Asking prices for UK homes rose by a record 2.3% in February, property website Rightmove said on Monday, as the easing of Covid restrictions led to a rebound in demand in London with people returning to office work.
The increase was the biggest monthly jump in 20 years, meaning the average advertised cost of a home came to £348,804. Asking prices have risen by 9.5% over the past 12 months.
“This new record means that average asking prices have now risen by nearly £40,000 in the two years since the pandemic started, compared to just over £9,000 in the previous two years,” Rightmove said.

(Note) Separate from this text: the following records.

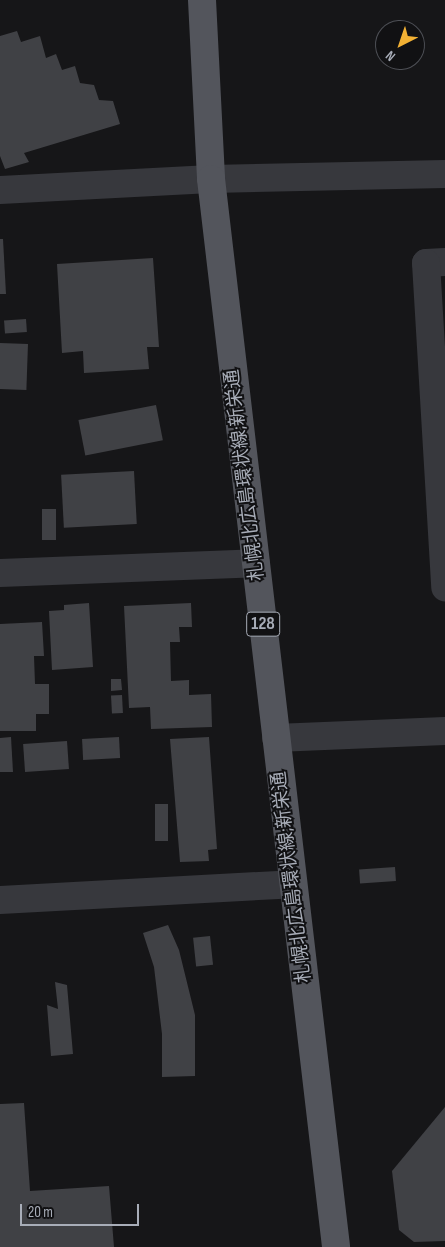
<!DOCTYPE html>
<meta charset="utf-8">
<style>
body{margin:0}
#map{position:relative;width:445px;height:1247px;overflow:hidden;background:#161618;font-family:"Sofia Sans Condensed","Noto Sans JP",sans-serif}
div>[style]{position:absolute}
.building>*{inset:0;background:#404145;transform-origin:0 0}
.minor>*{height:28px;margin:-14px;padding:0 14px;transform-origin:14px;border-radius:14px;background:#37383d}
.major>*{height:28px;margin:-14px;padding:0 14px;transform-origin:14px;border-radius:14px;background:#53555c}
span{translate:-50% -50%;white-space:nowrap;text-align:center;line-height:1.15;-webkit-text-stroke:4px #111113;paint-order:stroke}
.shield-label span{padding:1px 4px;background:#111113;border:1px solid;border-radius:4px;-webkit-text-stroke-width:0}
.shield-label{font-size:18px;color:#a8adb8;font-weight:700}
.street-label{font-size:19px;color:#a8adb8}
.north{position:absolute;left:375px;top:20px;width:50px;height:50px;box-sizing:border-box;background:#111113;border:1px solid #4d4f55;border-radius:50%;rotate:221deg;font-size:14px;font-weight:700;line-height:20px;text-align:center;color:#a8adb8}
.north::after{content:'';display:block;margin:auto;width:18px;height:22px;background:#f2b134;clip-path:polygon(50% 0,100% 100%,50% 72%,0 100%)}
.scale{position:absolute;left:20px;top:1204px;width:119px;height:22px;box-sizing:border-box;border:2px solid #a8adb8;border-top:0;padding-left:6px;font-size:15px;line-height:18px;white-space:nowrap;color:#a8adb8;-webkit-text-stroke:4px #111113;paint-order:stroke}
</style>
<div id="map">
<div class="building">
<i style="clip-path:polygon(17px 31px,21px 42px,40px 36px,46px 58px,56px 54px,62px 70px,75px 66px,80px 83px,94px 85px,99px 100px,113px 101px,120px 124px,24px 153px,29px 162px,5px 169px,0 156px,0 36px)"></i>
<i style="clip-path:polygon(0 239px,3px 239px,6px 294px,0 294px)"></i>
<i style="clip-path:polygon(153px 258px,159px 347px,147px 347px,149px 369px,84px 373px,83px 351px,62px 353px,57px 264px)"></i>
<i style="left:26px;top:319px;width:13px;height:22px;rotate:86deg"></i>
<i style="left:0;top:343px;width:28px;height:46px;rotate:2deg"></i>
<i style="left:156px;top:405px;width:36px;height:79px;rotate:79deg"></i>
<i style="left:134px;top:471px;width:53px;height:73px;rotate:87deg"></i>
<i style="left:42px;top:509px;width:14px;height:31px"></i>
<i style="clip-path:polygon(89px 603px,93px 667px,52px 670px,49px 611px,64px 610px,64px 605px)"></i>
<i style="clip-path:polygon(191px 603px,192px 627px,179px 627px,180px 642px,170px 642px,171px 681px,189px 680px,189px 695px,211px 694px,212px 727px,151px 729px,150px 707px,129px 708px,124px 606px)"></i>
<i style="clip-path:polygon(42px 622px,44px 656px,34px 656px,35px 684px,49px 684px,49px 714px,36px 714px,36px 731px,0 731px,0 624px)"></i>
<i style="clip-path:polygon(111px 679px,121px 679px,122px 690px,111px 691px)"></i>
<i style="left:122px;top:695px;width:18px;height:11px;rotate:87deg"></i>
<i style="clip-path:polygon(11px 737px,13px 772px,0 772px,0 738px)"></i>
<i style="left:119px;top:737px;width:21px;height:37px;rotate:87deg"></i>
<i style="clip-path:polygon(209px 737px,217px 849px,208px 850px,209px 861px,180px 862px,170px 739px)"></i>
<i style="left:67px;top:741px;width:28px;height:44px;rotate:86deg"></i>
<i style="left:155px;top:804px;width:13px;height:37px"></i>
<i style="left:395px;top:867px;width:14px;height:36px;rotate:86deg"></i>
<i style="clip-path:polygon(168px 925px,179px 950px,195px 1015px,195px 1076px,162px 1077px,162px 1034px,154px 967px,143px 933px)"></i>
<i style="left:210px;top:936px;width:29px;height:17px;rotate:84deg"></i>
<i style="clip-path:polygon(55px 982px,67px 985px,73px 1054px,51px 1056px,47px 1005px,58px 1009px)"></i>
<i style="clip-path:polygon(24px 1103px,30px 1191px,109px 1186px,114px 1247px,0 1247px,0 1104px)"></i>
<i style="clip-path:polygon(445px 1107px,445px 1241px,414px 1242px,399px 1230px,392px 1171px)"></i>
</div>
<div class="minor">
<i style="left:0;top:190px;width:211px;rotate:-3deg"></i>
<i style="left:211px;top:179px;width:234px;rotate:-1.2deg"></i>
<i style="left:445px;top:262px;width:19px;rotate:177deg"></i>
<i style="left:426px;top:263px;width:325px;rotate:86.6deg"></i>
<i style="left:0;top:573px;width:256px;rotate:-2.2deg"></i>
<i style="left:276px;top:738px;width:169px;rotate:-2.4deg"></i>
<i style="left:0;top:900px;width:293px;rotate:-3.1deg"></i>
</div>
<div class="major">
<i style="left:202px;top:0;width:179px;rotate:87.1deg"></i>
<i style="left:211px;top:179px;width:1075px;rotate:83.32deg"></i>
</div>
<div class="shield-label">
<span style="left:263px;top:624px">128</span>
</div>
<div class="street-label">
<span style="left:245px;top:475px;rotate:-97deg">札幌北広島環状線;新栄通</span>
<span style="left:292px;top:877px;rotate:-97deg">札幌北広島環状線;新栄通</span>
</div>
<div class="north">N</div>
<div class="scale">20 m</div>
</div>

First-time buyers are expected to lose out in the race to buy the few properties on the market.
Beleaguered UK Prime Minister Boris Johnson was due to set out plans on Monday to scrap coronavirus restrictions as part of a controversial strategy to come of the pandemic faster than most major economies.
Rightmove said prices were also driven by the difference between would-be buyers, which rose by 16%, and the number of properties on the market, up by 11%.
Tim Bannister, the firm’s director of property data, said as Covid restrictions were lifted “we now have a group of movers who are looking to return closer to major cities, or at least within comfortable commuting distance of their workplaces”.
London property prices, which had stagnated after the Brexit vote in 2016, recorded the biggest annual jump in inquiries to estate agents of any region – up 24% year on year.
The capital also had its highest annual rate of price growth in the last five years as the end of pandemic restrictions and a return to the office made London and its suburbs an attractive option again.
Lender Nationwide earlier this month said sale prices in January were up by 11% on the same month in the previous year, giving house price inflation in 2022 the strongest start since 2005.